Saved data entries:
* * * * * * * * *

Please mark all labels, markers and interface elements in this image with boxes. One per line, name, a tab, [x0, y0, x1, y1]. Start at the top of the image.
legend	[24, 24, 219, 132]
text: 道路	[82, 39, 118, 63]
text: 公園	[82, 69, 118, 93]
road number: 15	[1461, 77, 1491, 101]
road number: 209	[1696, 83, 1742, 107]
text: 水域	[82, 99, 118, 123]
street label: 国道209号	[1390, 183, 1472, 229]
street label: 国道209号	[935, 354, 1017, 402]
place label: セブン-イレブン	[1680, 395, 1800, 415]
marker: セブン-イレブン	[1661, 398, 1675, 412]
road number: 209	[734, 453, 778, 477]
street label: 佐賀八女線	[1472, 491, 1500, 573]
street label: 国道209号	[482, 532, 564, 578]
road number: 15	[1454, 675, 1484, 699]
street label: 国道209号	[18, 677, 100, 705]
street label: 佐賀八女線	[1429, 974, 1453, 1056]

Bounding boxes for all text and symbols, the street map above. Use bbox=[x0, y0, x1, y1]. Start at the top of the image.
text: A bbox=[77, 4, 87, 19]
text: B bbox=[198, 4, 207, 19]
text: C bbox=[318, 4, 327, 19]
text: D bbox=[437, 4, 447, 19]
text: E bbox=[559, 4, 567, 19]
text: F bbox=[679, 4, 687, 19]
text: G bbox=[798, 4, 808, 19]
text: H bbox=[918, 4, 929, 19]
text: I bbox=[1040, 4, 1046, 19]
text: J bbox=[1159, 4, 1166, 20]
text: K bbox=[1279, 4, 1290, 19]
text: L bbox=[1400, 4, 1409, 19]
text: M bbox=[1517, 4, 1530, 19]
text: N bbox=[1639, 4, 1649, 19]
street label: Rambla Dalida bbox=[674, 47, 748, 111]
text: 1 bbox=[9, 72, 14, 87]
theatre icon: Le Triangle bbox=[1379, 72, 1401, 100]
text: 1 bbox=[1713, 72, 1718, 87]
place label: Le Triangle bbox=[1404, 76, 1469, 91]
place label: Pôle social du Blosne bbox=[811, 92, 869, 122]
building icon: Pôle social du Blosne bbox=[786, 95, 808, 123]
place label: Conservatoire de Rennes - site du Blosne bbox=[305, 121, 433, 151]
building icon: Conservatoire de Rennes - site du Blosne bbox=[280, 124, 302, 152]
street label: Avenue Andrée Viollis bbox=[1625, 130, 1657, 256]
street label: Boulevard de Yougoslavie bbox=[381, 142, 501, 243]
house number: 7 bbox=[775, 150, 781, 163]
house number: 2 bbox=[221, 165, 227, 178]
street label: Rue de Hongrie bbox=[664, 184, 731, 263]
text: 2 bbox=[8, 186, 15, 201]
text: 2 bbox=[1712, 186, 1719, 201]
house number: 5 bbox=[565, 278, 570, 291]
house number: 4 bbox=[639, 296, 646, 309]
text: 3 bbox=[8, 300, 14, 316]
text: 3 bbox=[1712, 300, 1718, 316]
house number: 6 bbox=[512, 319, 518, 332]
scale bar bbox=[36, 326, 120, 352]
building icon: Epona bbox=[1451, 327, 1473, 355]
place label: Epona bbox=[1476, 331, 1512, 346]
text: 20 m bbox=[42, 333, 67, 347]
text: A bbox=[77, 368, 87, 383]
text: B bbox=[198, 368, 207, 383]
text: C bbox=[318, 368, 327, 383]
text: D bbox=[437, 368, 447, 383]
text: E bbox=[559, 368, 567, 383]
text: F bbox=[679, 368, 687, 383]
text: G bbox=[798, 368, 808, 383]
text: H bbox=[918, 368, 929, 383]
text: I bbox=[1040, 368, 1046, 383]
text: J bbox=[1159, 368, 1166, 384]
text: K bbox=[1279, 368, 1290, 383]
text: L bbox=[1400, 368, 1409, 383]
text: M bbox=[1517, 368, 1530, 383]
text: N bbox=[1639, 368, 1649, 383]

* * * * * * * * *

> _TRY IT_
Write out all records exactly, keeping every detail.

> _RESPONSE AREA_
Please mark all labels, markers and interface elements in this image with boxes. One per line, name, a tab, [x0, y0, x1, y1]. Start at the top of the image.
legend	[24, 24, 219, 132]
text: 道路	[82, 39, 118, 63]
text: 公園	[82, 69, 118, 93]
road number: 15	[1461, 77, 1491, 101]
road number: 209	[1696, 83, 1742, 107]
text: 水域	[82, 99, 118, 123]
street label: 国道209号	[1390, 183, 1472, 229]
street label: 国道209号	[935, 354, 1017, 402]
place label: セブン-イレブン	[1680, 395, 1800, 415]
marker: セブン-イレブン	[1661, 398, 1675, 412]
road number: 209	[734, 453, 778, 477]
street label: 佐賀八女線	[1472, 491, 1500, 573]
street label: 国道209号	[482, 532, 564, 578]
road number: 15	[1454, 675, 1484, 699]
street label: 国道209号	[18, 677, 100, 705]
street label: 佐賀八女線	[1429, 974, 1453, 1056]

Bounding boxes for all text and symbols, the street map above. Use bbox=[x0, y0, x1, y1]. Start at the top of the image.
text: A bbox=[77, 4, 87, 19]
text: B bbox=[198, 4, 207, 19]
text: C bbox=[318, 4, 327, 19]
text: D bbox=[437, 4, 447, 19]
text: E bbox=[559, 4, 567, 19]
text: F bbox=[679, 4, 687, 19]
text: G bbox=[798, 4, 808, 19]
text: H bbox=[918, 4, 929, 19]
text: I bbox=[1040, 4, 1046, 19]
text: J bbox=[1159, 4, 1166, 20]
text: K bbox=[1279, 4, 1290, 19]
text: L bbox=[1400, 4, 1409, 19]
text: M bbox=[1517, 4, 1530, 19]
text: N bbox=[1639, 4, 1649, 19]
street label: Rambla Dalida bbox=[674, 47, 748, 111]
text: 1 bbox=[9, 72, 14, 87]
theatre icon: Le Triangle bbox=[1379, 72, 1401, 100]
text: 1 bbox=[1713, 72, 1718, 87]
place label: Le Triangle bbox=[1404, 76, 1469, 91]
place label: Pôle social du Blosne bbox=[811, 92, 869, 122]
building icon: Pôle social du Blosne bbox=[786, 95, 808, 123]
place label: Conservatoire de Rennes - site du Blosne bbox=[305, 121, 433, 151]
building icon: Conservatoire de Rennes - site du Blosne bbox=[280, 124, 302, 152]
street label: Avenue Andrée Viollis bbox=[1625, 130, 1657, 256]
street label: Boulevard de Yougoslavie bbox=[381, 142, 501, 243]
house number: 7 bbox=[775, 150, 781, 163]
house number: 2 bbox=[221, 165, 227, 178]
street label: Rue de Hongrie bbox=[664, 184, 731, 263]
text: 2 bbox=[8, 186, 15, 201]
text: 2 bbox=[1712, 186, 1719, 201]
house number: 5 bbox=[565, 278, 570, 291]
house number: 4 bbox=[639, 296, 646, 309]
text: 3 bbox=[8, 300, 14, 316]
text: 3 bbox=[1712, 300, 1718, 316]
house number: 6 bbox=[512, 319, 518, 332]
scale bar bbox=[36, 326, 120, 352]
building icon: Epona bbox=[1451, 327, 1473, 355]
place label: Epona bbox=[1476, 331, 1512, 346]
text: 20 m bbox=[42, 333, 67, 347]
text: A bbox=[77, 368, 87, 383]
text: B bbox=[198, 368, 207, 383]
text: C bbox=[318, 368, 327, 383]
text: D bbox=[437, 368, 447, 383]
text: E bbox=[559, 368, 567, 383]
text: F bbox=[679, 368, 687, 383]
text: G bbox=[798, 368, 808, 383]
text: H bbox=[918, 368, 929, 383]
text: I bbox=[1040, 368, 1046, 383]
text: J bbox=[1159, 368, 1166, 384]
text: K bbox=[1279, 368, 1290, 383]
text: L bbox=[1400, 368, 1409, 383]
text: M bbox=[1517, 368, 1530, 383]
text: N bbox=[1639, 368, 1649, 383]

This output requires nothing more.